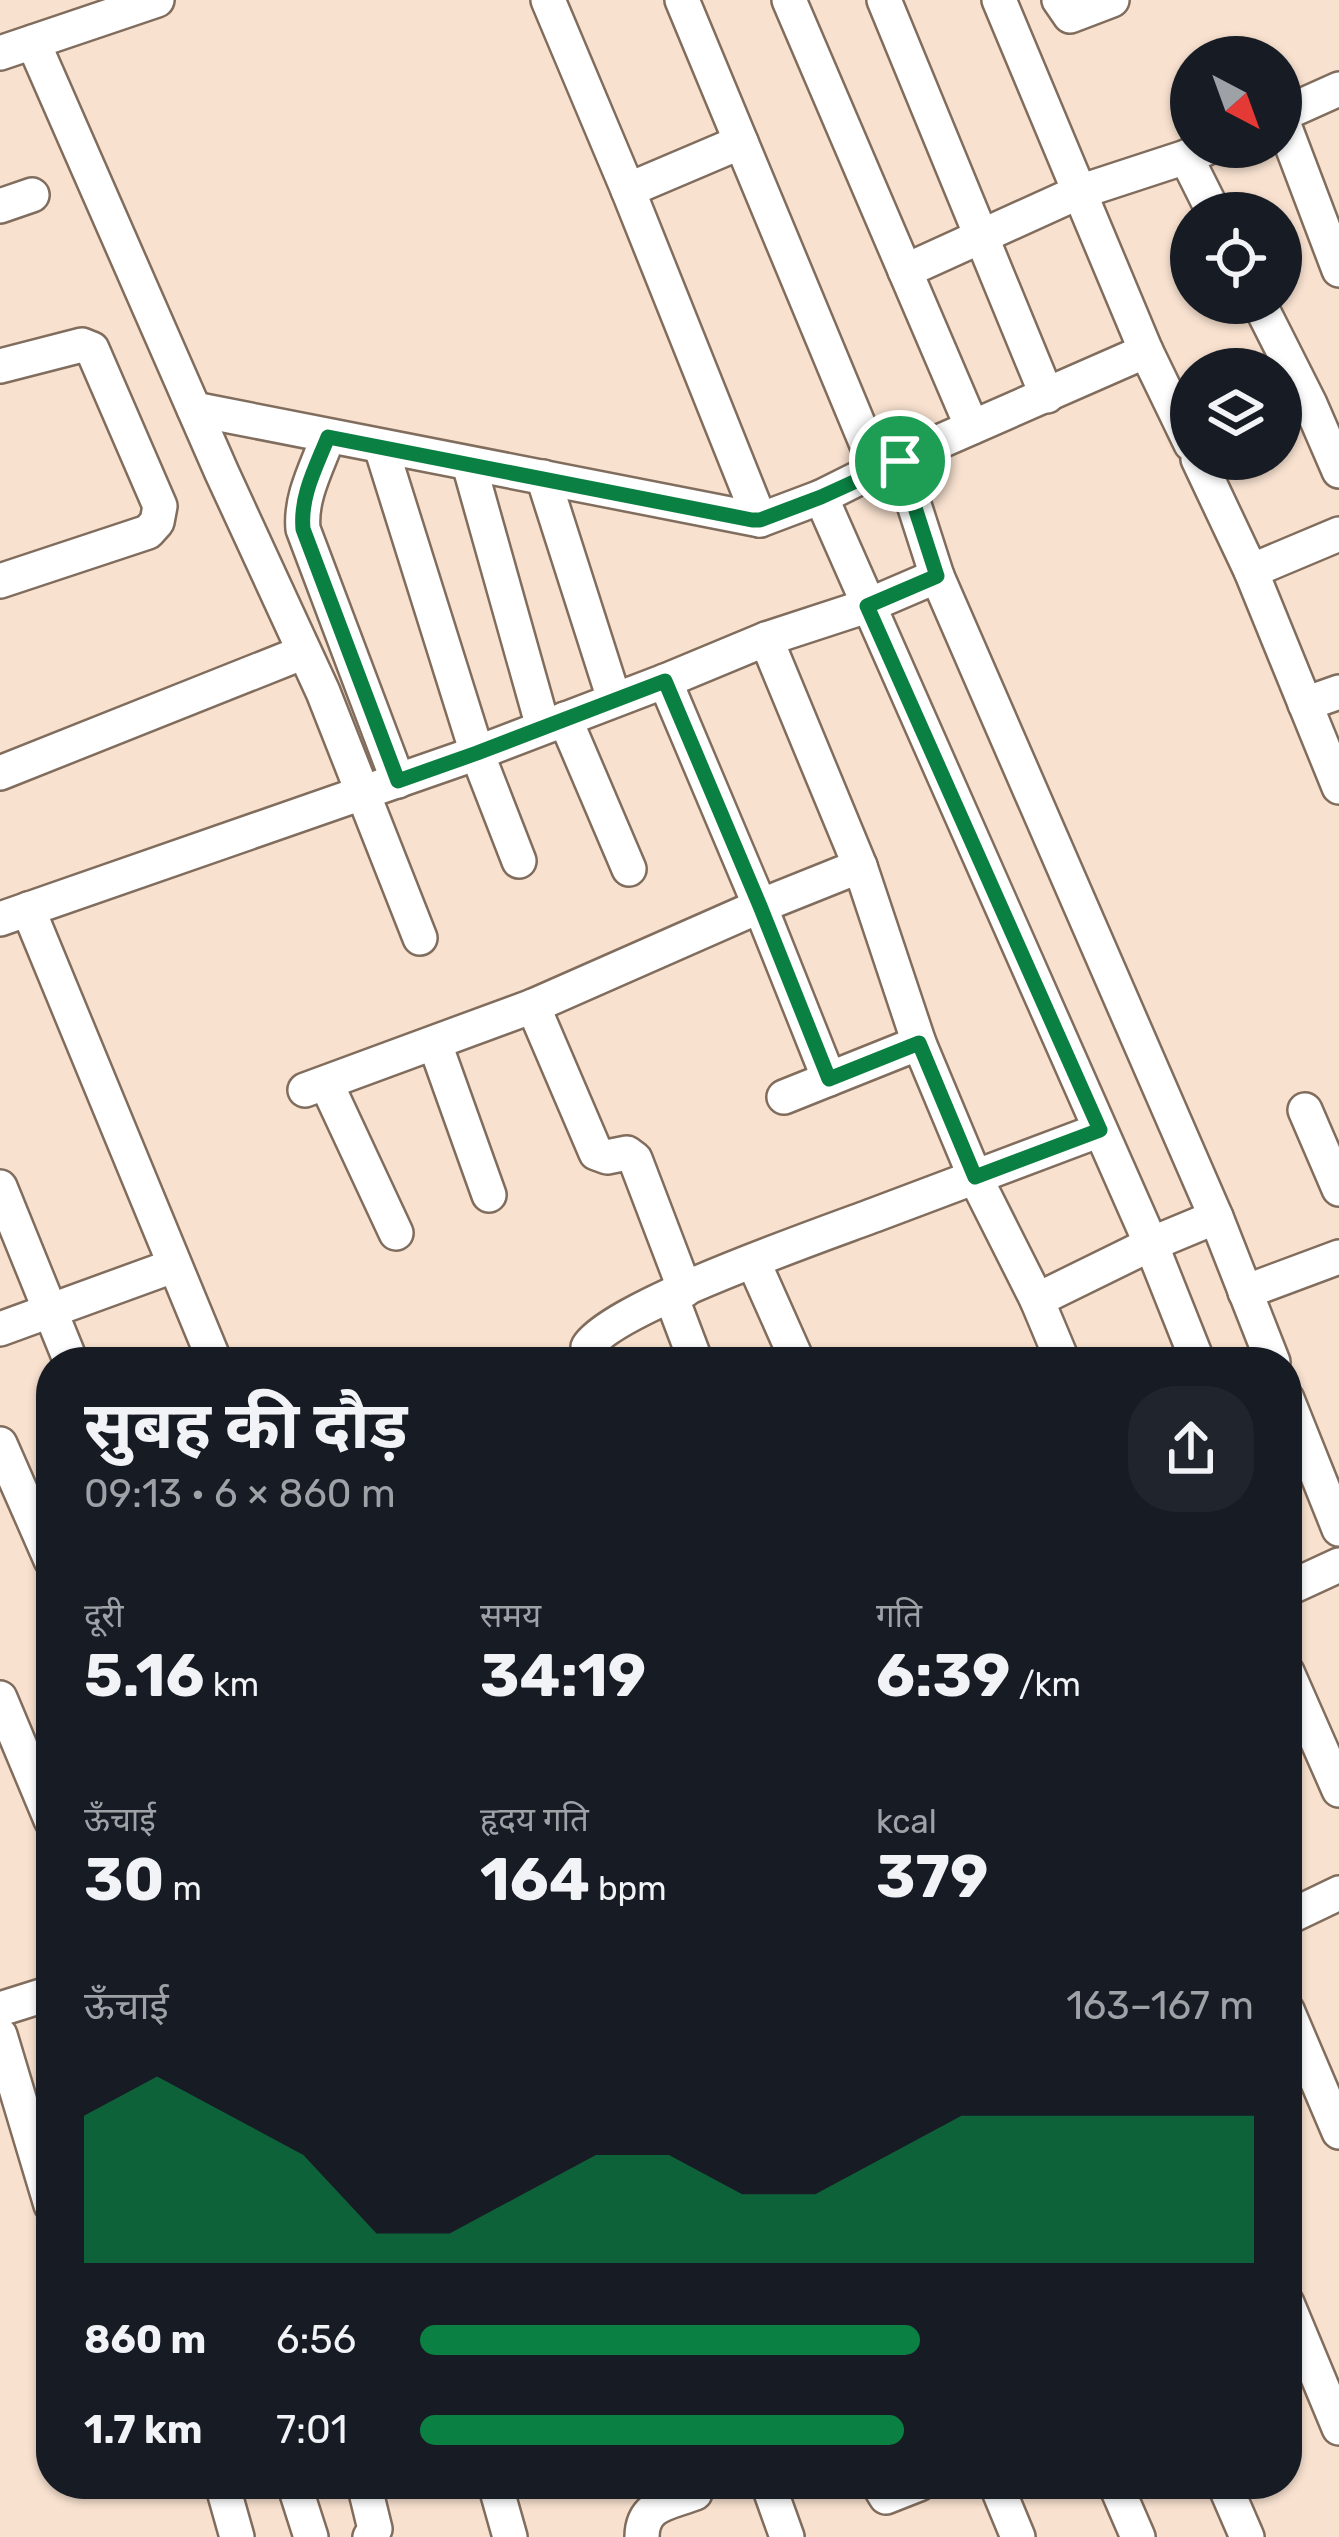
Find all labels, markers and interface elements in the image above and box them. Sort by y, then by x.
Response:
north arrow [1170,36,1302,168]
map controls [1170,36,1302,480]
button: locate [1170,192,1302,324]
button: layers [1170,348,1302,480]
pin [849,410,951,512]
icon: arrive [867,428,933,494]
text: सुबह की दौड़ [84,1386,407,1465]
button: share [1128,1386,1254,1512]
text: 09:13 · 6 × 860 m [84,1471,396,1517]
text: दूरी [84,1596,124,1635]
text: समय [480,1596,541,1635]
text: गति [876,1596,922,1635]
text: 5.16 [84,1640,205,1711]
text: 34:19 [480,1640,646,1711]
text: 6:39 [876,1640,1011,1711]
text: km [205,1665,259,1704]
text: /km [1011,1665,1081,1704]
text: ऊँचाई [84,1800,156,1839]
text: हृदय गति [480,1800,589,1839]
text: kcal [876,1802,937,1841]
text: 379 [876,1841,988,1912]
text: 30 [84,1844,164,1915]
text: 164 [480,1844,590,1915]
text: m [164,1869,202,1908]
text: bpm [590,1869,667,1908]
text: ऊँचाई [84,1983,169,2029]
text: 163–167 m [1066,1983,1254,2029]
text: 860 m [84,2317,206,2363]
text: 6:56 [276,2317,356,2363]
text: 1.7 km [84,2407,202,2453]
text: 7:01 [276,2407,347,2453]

******

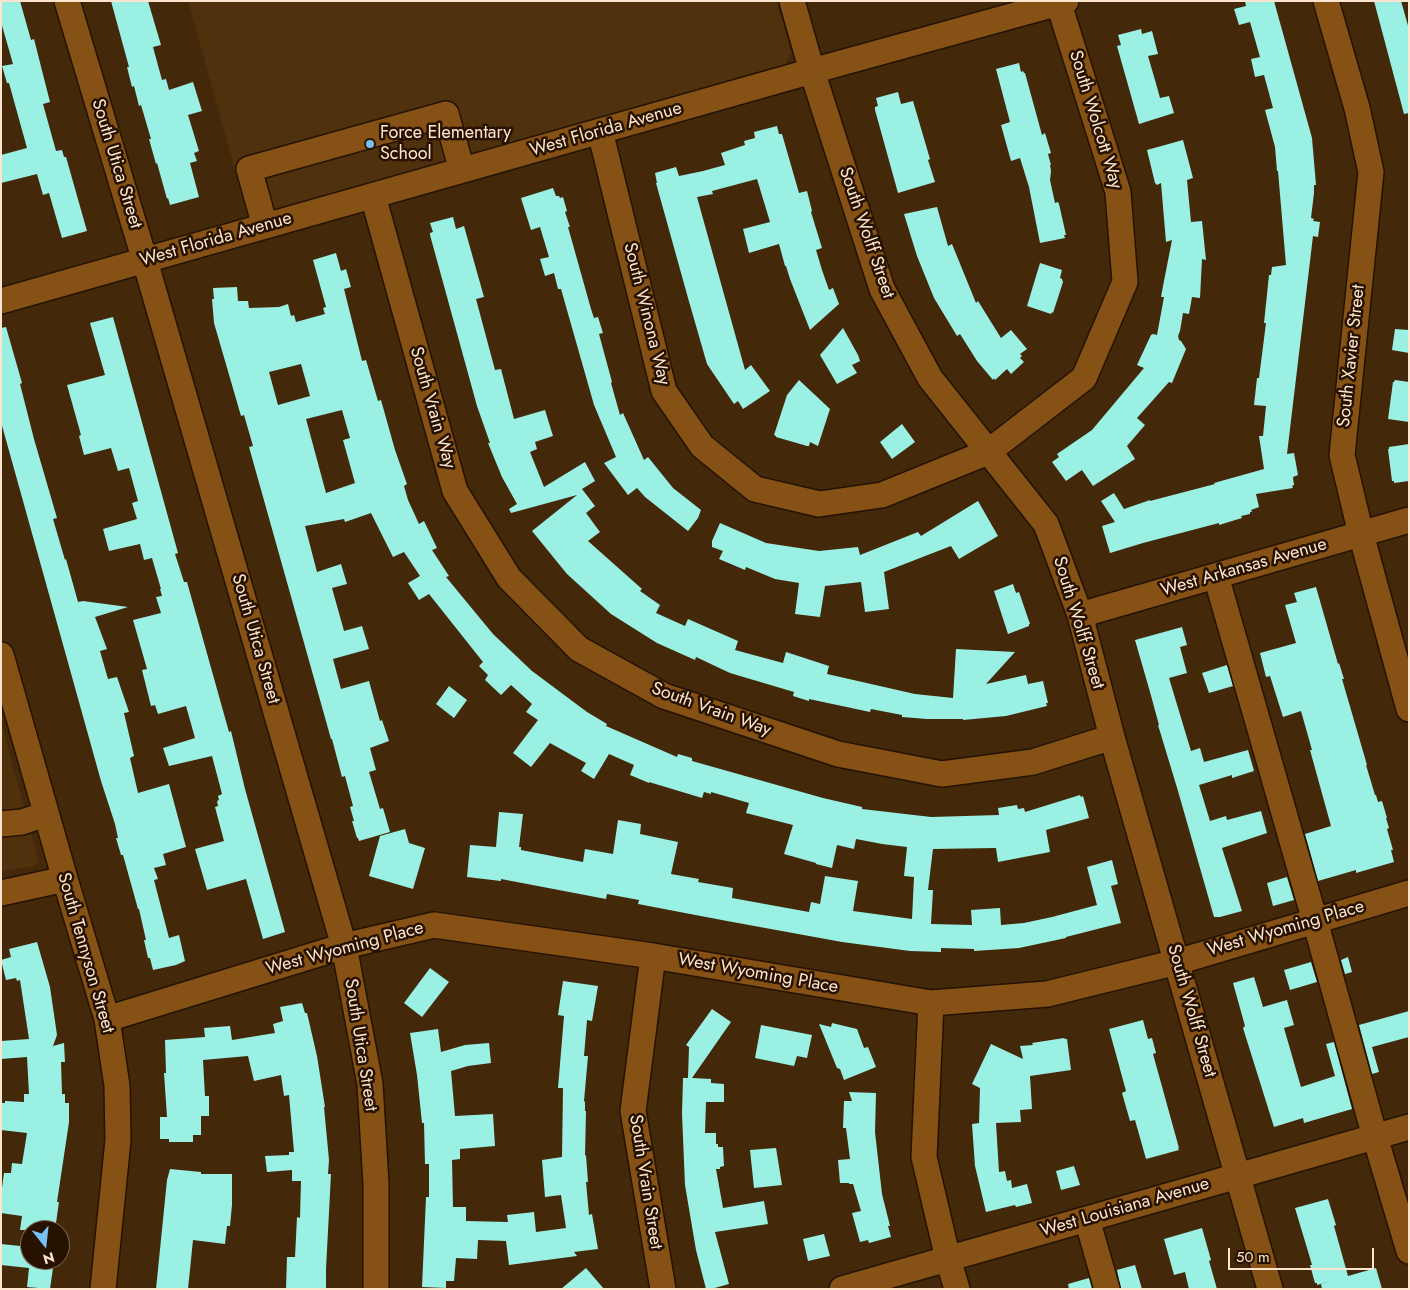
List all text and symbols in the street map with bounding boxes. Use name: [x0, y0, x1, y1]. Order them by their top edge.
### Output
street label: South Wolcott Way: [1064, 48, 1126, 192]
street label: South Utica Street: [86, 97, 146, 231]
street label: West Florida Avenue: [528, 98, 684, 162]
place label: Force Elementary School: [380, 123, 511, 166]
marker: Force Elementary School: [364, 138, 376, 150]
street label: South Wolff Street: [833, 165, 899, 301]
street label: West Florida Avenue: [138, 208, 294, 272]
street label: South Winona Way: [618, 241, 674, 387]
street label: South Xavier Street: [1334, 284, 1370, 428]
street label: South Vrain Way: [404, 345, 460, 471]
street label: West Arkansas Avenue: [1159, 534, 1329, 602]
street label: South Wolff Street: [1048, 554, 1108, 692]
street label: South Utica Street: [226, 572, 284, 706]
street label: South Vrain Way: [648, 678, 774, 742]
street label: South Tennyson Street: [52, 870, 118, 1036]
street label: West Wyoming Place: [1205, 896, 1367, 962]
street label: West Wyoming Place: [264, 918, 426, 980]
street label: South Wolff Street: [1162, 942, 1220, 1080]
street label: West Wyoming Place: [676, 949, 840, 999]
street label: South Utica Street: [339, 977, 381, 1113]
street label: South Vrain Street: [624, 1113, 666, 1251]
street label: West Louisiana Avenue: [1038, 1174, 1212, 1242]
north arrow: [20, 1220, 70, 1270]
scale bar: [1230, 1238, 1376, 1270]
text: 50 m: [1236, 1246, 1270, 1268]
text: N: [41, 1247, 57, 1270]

******

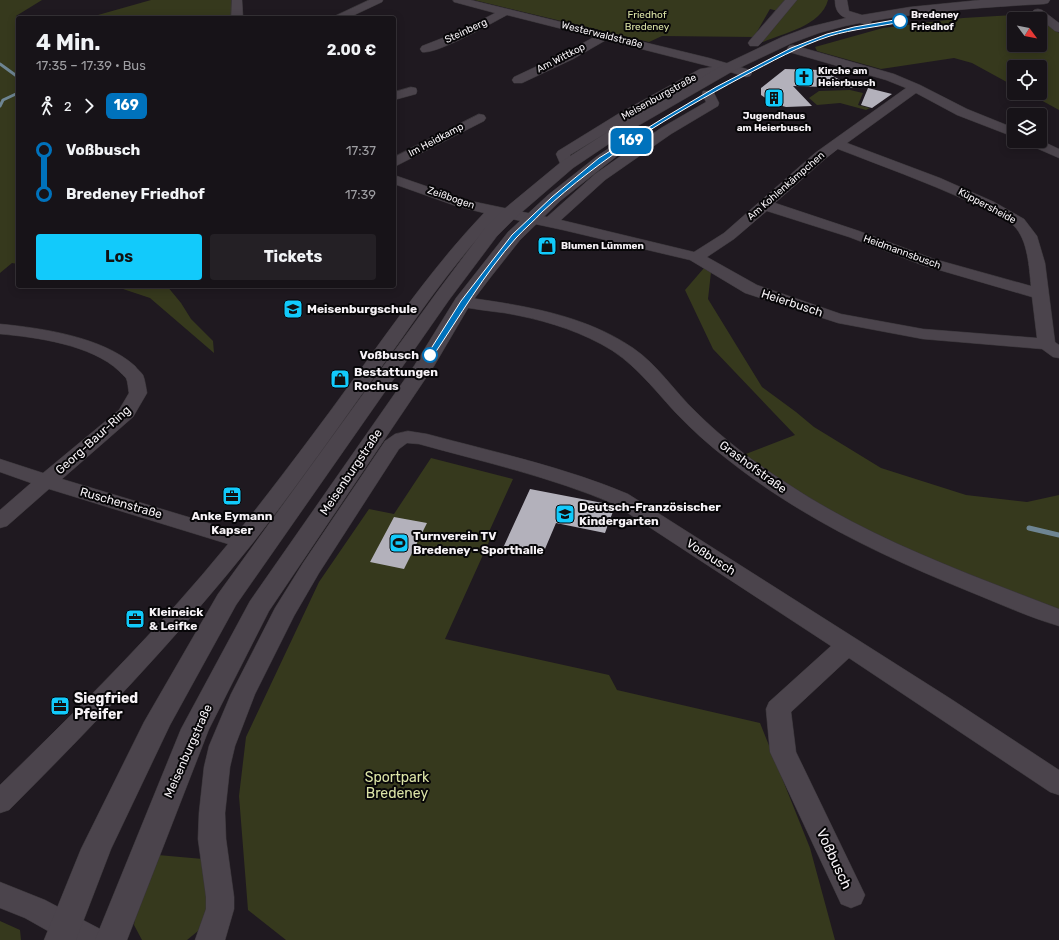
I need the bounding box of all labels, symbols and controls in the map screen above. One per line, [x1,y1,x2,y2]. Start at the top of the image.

******

Task statement :: Every line of the entries that includes "bounding" must be copied into the answer.

Result below ::
List all text and symbols in the street map with bounding boxes. Use name: [x0, y0, x1, y1]. Order them by their top edge.
I need the bounding box of all labels, symbols and controls in the map screen above. One per line, [x1,y1,x2,y2]. Start at the top of the image.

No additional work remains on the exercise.